Precisely. It’s efficient for traffic destined within the branch. Meanwhile, Central Switched mode tunnels both user and control traffic to the central controller. This is typical for operations needing centralized control, but it can be bandwidth-intensive, especially for traffic that needs to return to the branch.
So the choice between Local and Central Switching depends on the traffic’s destination and WAN bandwidth?
Correct. Each mode has its advantages, depending on the network setup and requirements. FlexConnect offers the flexibility to adapt to different scenarios, whether it’s for a local office or a branch connected to a central site.
This really clarifies the operational dynamics of FlexConnect APs. It’s fascinating how they can adapt to different network conditions.
Indeed, Sophie. FlexConnect’s versatility is crucial for modern networks, especially those spanning multiple locations with varying connectivity challenges.
WAN Requirements
Sophie is thinking about the WAN bandwidth and requirements that Professor Network mentioned multiple times.
Earlier, Professor, you mentioned WAN connectivity requirements for FlexConnect APs. Can you shed more light on that?
Certainly, Sophie. For FlexConnect APs to operate effectively in connected mode, they must meet specific bandwidth and latency requirements, especially when handling different types of data.

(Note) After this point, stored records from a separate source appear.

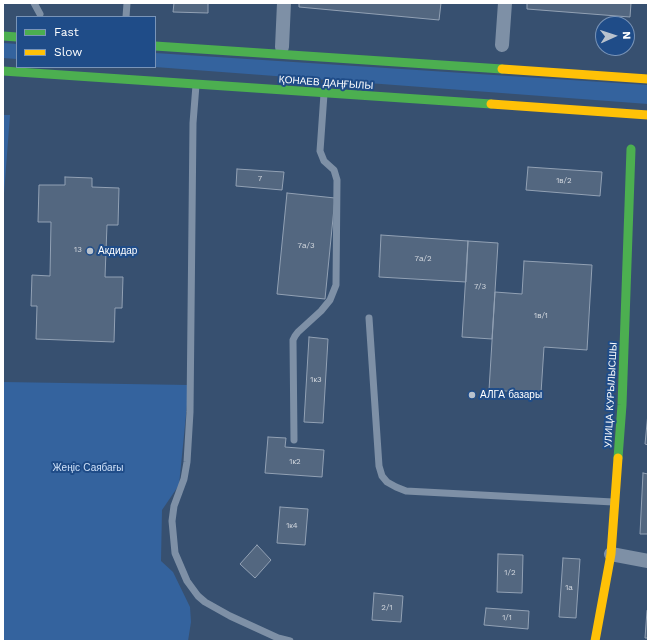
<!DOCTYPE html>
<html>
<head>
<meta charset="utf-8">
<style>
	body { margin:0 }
	#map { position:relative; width:651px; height:644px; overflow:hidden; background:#375070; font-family:"Work Sans",sans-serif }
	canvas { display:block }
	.frame { position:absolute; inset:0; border:4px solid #fff; pointer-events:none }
	.legend { position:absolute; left:16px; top:16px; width:140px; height:52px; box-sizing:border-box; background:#1f4c88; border:1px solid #7994b8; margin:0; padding:5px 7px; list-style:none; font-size:12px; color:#fff }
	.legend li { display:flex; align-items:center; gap:8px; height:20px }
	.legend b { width:20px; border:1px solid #7994b8 }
	.north { position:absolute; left:595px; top:16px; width:40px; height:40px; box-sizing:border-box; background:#1f4c88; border:1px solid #7994b8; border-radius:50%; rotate:87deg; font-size:11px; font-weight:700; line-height:16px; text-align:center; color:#fff }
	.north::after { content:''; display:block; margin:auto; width:14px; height:18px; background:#b9c2cd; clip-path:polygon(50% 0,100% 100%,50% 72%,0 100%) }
</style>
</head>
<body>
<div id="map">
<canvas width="651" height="644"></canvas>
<div class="frame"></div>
<ul class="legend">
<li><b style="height:5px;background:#4caf50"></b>Fast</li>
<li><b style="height:5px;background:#ffc107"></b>Slow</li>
</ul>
<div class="north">N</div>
</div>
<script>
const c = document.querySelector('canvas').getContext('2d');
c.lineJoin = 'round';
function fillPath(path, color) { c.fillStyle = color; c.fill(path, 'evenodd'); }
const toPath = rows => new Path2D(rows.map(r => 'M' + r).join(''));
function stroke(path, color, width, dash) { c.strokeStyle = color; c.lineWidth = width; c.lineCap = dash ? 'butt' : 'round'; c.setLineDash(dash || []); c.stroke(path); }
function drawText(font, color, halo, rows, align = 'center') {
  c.font = font + ' "Work Sans",sans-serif'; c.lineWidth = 4; c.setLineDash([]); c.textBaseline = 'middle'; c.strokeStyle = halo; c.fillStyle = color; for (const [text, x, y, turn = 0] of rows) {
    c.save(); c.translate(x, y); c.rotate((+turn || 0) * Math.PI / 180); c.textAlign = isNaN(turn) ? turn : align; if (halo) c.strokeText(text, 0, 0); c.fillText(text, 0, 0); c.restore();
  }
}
fillPath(toPath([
	[3,43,17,44,17,59,3,58],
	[155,53,648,85,648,104,155,67],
	[3,115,10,115,3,207],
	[3,382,189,385,179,485,162,510,161,561,173,572,190,607,191,622,188,641,3,641]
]), '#34639e');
const building = toPath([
	[174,3,208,3,208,13,173,12,174,3],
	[299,3,441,3,439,20,299,7,299,3],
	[527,3,631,3,630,17,527,9,527,3],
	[528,167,602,172,600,196,526,190,528,167],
	[237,169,284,172,282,190,236,186,237,169],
	[65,177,92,178,92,187,119,188,118,225,107,225,105,277,123,277,122,308,115,308,114,342,36,339,37,306,31,306,32,275,50,276,51,222,38,222,39,185,65,185,65,177],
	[287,193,335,198,325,299,277,294,287,193],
	[381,235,468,241,466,282,379,277,381,235],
	[468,241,498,243,492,339,462,337,468,241],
	[524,261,592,265,587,350,544,347,541,393,489,390,495,292,522,294,524,261],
	[309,337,328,339,323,423,304,422,309,337],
	[648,413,648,445,645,444,648,413],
	[268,437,286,438,285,447,324,450,322,477,265,473,268,437],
	[643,473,648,474,648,534,640,534,643,473],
	[280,507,308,509,305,545,277,543,280,507],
	[257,545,271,560,255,578,240,564,257,545],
	[498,554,523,555,522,593,497,592,498,554],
	[563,558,580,559,576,618,559,617,563,558],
	[374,593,403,596,401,622,372,620,374,593],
	[486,608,529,611,528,629,484,625,486,608],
	[647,611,648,612,648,638,645,638,647,611]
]);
fillPath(building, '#536780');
stroke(building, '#92a1b4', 1);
stroke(toPath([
	[34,3,40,14],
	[126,17,127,3],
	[196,85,193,123,190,412,187,462,184,479,174,506,172,521,175,553,187,581,198,596,205,602,230,616,278,638,290,641],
	[369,318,379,466,382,476,387,482,396,487,406,491,613,502],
	[294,440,293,340,295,336,298,332,321,311,330,300,336,285,337,180,334,170,324,161,320,151,324,94]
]), '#7e90a6', 7);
stroke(toPath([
	[502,45,505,3],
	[282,47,284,3],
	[611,554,648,561]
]), '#7e90a6', 14);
stroke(toPath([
	[3,36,17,37],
	[155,46,502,69],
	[3,71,491,104],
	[618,458,622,405,631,149]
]), '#4caf50', 9);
stroke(toPath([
	[502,69,648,79],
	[491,104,648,115],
	[595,641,611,554,618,458]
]), '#ffc107', 9);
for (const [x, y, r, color] of [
	[90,251,4,"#b9c2cd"],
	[472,395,4,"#b9c2cd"]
]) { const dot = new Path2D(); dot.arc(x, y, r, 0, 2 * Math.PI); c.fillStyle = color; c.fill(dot); stroke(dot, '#1f4c88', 1.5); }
drawText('8px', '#d4d9df', null, [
	["7",260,179],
	["1в/2",564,181],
	["7а/3",306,246],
	["13",78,250],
	["7а/2",423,259],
	["7/3",480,287],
	["1в/1",541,316],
	["1к3",316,380],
	["1к2",295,462],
	["1к4",292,526],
	["1/2",510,573],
	["1а",569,588],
	["2/1",387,608],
	["1/1",507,618]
]);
drawText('10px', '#fff', '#1f4c88', [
	["ҚОНАЕВ ДАҢҒЫЛЫ",326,83,4],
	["УЛИЦА КУРЫЛЫСШЫ",611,395,-87]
]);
drawText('10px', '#fff', '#1f4c88', [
	["Акдидар",98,251],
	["АЛГА базары",480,395]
], 'left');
drawText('10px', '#cfe1f8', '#1f4c88', [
	["Жеңіс Саябағы",88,468]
]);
</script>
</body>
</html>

These requirements are essential for maintaining CAPWAP connectivity with the controller.
-
Bandwidth Needs: The required bandwidth depends on the number of APs and clients at the branch. There’s a general linear relationship here – as the number of APs and clients increases, so does the minimal bandwidth requirement.
-
Latency Thresholds: Latency requirements vary based on the type of wireless applications in use. For instance, data-only applications might have a different latency threshold compared to applications involving data and voice.

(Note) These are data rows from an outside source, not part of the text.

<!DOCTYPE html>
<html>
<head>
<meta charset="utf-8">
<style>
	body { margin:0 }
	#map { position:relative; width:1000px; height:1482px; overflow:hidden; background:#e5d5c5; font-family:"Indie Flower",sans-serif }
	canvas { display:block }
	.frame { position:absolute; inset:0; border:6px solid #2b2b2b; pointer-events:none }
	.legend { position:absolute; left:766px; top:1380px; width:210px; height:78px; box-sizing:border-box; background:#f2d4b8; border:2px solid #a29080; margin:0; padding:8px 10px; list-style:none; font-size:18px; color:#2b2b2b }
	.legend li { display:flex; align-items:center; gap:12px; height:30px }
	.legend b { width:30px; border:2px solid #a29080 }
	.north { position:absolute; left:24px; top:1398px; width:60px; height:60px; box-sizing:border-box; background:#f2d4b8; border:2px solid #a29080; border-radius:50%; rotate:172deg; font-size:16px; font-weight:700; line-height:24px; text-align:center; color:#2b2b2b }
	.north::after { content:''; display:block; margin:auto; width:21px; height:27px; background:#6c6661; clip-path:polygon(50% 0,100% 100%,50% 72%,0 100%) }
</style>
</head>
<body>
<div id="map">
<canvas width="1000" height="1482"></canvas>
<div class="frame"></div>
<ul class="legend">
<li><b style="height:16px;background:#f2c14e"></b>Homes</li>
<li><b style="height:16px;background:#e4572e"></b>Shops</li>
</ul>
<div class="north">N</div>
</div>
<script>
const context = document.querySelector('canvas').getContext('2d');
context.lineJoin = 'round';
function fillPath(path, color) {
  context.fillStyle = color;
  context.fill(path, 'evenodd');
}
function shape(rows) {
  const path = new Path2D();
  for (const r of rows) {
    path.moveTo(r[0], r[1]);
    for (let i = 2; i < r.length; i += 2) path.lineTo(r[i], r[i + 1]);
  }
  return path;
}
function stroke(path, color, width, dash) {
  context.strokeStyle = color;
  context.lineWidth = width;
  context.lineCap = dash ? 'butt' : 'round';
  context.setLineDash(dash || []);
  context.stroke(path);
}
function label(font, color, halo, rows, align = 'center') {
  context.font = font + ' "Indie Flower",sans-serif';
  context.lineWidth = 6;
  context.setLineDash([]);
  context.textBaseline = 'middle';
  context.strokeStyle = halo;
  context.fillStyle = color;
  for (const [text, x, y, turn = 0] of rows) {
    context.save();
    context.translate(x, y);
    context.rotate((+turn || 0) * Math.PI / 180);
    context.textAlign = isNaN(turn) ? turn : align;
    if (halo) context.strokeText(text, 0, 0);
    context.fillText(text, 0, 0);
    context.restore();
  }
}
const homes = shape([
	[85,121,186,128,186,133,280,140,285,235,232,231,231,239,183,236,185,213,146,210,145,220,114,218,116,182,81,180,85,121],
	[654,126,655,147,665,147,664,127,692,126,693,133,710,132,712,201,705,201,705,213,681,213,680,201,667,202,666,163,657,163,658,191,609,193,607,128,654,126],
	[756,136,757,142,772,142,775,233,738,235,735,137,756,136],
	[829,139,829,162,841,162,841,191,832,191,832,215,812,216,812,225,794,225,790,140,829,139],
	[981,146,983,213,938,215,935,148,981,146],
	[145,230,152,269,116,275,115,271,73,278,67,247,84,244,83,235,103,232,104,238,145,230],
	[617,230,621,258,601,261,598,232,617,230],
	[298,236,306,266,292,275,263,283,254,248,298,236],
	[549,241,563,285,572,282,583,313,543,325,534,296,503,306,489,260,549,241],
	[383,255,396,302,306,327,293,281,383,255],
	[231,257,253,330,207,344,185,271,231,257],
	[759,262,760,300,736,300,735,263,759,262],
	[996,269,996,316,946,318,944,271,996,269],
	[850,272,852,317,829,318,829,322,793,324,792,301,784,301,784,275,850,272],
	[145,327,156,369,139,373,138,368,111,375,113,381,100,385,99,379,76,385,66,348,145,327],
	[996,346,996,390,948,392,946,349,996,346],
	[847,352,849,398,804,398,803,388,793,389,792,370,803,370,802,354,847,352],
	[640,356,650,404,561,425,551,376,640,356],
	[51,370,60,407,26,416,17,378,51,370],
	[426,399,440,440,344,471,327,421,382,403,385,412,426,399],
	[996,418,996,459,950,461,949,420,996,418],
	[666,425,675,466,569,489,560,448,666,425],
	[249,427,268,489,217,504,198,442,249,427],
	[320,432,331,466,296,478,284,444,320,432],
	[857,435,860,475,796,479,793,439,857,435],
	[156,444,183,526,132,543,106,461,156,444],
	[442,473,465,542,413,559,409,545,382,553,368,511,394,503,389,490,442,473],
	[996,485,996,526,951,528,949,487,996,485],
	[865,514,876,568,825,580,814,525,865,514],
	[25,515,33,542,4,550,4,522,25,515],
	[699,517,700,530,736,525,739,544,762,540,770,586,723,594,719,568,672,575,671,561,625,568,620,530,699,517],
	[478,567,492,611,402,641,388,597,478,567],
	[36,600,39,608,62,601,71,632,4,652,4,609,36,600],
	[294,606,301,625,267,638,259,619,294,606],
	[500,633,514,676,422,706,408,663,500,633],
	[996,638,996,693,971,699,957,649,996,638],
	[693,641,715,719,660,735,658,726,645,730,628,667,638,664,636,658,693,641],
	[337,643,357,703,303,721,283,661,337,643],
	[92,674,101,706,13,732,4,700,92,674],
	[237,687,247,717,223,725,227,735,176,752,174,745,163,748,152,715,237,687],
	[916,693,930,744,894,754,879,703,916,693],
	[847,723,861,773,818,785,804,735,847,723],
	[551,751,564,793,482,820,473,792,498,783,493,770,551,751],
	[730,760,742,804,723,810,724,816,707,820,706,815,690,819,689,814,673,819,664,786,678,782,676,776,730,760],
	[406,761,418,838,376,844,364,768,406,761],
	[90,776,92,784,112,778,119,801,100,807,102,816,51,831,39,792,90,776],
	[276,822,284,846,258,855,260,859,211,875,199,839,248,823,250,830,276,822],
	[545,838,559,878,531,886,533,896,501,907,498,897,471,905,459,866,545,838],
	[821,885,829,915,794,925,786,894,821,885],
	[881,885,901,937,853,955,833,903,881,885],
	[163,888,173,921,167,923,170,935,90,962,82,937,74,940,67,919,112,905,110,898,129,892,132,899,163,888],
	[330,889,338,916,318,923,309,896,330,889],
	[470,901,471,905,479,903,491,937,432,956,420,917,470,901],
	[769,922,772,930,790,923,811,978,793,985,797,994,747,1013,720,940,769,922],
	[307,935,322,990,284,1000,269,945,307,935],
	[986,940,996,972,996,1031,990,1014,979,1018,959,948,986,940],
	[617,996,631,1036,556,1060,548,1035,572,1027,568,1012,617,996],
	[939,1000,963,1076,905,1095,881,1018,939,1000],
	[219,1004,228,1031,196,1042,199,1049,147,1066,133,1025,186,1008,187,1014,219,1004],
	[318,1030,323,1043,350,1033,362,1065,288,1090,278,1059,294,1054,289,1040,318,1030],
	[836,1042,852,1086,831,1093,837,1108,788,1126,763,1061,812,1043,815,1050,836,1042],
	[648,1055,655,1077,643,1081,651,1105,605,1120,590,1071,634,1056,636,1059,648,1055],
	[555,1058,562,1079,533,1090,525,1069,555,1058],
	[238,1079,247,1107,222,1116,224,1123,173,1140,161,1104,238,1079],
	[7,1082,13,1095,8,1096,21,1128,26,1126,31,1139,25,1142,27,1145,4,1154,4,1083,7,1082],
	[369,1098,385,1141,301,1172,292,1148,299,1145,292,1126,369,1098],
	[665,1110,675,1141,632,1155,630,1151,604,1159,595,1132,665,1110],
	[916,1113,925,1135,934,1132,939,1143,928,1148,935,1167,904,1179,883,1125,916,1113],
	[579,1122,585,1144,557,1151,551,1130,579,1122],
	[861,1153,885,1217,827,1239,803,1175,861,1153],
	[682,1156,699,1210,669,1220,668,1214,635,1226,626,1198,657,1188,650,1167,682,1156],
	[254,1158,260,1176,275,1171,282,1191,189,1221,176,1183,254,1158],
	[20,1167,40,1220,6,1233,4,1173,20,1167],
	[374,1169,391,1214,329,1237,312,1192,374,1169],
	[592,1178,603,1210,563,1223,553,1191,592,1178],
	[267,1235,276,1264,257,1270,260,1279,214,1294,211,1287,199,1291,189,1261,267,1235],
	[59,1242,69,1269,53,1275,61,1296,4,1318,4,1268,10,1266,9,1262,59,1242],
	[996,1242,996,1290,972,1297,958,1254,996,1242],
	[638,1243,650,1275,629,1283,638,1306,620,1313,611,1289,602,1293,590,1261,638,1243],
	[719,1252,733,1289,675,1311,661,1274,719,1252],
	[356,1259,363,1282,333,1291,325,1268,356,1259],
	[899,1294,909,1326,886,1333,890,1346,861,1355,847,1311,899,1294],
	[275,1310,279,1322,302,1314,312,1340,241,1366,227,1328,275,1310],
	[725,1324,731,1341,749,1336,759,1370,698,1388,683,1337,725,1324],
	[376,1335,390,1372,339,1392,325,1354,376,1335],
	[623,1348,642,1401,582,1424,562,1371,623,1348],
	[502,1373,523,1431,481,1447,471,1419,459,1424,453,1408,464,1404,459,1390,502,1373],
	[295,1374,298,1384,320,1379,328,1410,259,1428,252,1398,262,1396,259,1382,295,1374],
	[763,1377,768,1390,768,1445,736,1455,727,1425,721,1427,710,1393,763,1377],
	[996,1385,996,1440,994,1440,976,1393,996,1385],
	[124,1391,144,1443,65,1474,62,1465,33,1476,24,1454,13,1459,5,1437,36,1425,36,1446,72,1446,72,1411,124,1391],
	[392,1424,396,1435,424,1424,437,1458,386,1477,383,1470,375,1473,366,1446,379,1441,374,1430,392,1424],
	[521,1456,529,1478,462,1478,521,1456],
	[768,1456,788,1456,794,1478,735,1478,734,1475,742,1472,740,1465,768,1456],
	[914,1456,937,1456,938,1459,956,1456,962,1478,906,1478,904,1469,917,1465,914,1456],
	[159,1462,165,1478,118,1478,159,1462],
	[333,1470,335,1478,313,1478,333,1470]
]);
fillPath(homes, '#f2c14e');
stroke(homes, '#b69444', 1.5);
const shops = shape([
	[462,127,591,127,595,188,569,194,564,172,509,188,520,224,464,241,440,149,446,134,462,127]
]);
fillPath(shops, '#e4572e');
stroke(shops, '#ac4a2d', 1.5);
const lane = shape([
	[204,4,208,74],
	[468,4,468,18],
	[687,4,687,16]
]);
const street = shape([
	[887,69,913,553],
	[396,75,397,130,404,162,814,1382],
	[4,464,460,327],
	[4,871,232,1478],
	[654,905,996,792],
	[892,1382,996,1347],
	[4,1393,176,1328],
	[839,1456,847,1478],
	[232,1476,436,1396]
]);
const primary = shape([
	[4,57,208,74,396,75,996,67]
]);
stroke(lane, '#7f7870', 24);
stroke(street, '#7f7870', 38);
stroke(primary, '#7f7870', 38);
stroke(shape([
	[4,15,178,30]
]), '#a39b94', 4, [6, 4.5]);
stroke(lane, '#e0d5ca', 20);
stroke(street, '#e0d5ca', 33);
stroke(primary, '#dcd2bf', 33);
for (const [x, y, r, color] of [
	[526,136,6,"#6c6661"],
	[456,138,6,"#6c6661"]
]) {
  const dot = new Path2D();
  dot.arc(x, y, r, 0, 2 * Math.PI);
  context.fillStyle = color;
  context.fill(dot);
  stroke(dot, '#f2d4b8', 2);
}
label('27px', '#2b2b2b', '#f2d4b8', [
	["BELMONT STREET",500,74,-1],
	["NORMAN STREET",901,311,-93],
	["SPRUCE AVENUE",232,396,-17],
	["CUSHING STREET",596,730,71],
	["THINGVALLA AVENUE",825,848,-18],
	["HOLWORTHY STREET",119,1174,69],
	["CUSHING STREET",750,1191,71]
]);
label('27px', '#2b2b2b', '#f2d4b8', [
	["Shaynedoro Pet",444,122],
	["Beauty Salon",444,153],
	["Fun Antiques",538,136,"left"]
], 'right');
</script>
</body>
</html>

If these WAN requirements aren’t met, APs might revert to standalone mode, temporarily losing certain services until the network conditions improve and reach the necessary thresholds.
Take a look at the below table, you’ll see these requirements based on the number of APs and clients:
Perfect, I try to remember the requirements. So, the network’s performance directly influences the mode in which FlexConnect APs operate?
Precisely. Maintaining optimal WAN conditions ensures that FlexConnect APs remain in connected mode, providing full functionality and centralized control.